It was planned that the cisplatin dose would be escalated in this Phase I trial. Following the initial cohort where patients were administered cisplatin at a dose of 60 mg m−2 (level 1), subsequent patients were to be treated with cisplatin doses of 100 mg m−2 (level 2), 140 mg m−2 (level 3) and 180 mg m−2 (level 4). There were no intra-patient dose escalations in this trial. Assuming acceptable toxicity, a minimum of three patients were to be treated at each dose level for six cycles before dose escalation was allowed.

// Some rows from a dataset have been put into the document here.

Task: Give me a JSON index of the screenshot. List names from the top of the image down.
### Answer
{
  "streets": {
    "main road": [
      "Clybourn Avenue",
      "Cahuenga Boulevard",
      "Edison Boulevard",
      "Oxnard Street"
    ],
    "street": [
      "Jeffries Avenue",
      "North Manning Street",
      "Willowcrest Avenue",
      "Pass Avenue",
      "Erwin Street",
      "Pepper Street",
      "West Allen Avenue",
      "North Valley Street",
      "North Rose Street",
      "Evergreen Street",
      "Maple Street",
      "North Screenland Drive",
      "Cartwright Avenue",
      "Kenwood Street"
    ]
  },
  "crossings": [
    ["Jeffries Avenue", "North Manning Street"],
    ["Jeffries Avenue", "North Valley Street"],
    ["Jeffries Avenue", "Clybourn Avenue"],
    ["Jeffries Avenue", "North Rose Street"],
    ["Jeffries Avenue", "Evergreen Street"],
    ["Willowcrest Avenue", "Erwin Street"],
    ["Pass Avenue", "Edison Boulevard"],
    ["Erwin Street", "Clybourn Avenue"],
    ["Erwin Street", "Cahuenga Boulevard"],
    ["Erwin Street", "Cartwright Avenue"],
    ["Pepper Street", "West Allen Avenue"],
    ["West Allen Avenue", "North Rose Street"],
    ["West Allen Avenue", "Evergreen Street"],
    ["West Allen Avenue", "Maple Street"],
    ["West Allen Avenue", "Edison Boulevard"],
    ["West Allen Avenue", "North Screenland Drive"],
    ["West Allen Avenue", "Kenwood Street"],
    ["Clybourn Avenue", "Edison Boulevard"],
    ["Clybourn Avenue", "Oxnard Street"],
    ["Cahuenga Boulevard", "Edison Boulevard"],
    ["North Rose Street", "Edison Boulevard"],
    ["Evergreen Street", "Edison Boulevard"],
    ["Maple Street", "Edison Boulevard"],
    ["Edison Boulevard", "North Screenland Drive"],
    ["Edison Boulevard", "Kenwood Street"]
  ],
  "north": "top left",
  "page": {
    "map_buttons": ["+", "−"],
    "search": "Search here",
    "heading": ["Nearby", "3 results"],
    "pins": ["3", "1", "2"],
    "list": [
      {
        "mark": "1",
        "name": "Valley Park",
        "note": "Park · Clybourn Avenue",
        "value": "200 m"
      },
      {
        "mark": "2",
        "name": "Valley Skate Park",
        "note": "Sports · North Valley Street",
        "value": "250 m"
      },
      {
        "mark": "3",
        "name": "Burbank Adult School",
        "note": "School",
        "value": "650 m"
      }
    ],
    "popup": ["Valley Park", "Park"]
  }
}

It was anticipated that renal toxicity would be the dose-limiting toxicity of the combination therapy. The following criterion were applied in the dose escalation protocol: (1) If no Grade II renal toxicities nor any Grade III toxicities occurred in three patients who complete six cycles of treatment at the starting dose, after at least 3 weeks have elapsed from the completion of the last treatment of this group, a new cohort of patients was treated on an escalated dose. If any patient had a serum creatinine of ≥2.0 mg ml−1, any Grade II or Grade III toxicity before three patients completed six cycles of treatment, then additional patients were accrued until a total of six patients completed six cycles of therapy. If ≤2 patients experienced a rise in serum creatinine ≥2 or any Grade 2 renal or Grade 3 toxicity, then the dose of the next cohort was escalated by 40 mg m−2. Prior published data suggested that doses >200 mg m−2 will be unlikely to be tolerable Citation[12], Citation[29].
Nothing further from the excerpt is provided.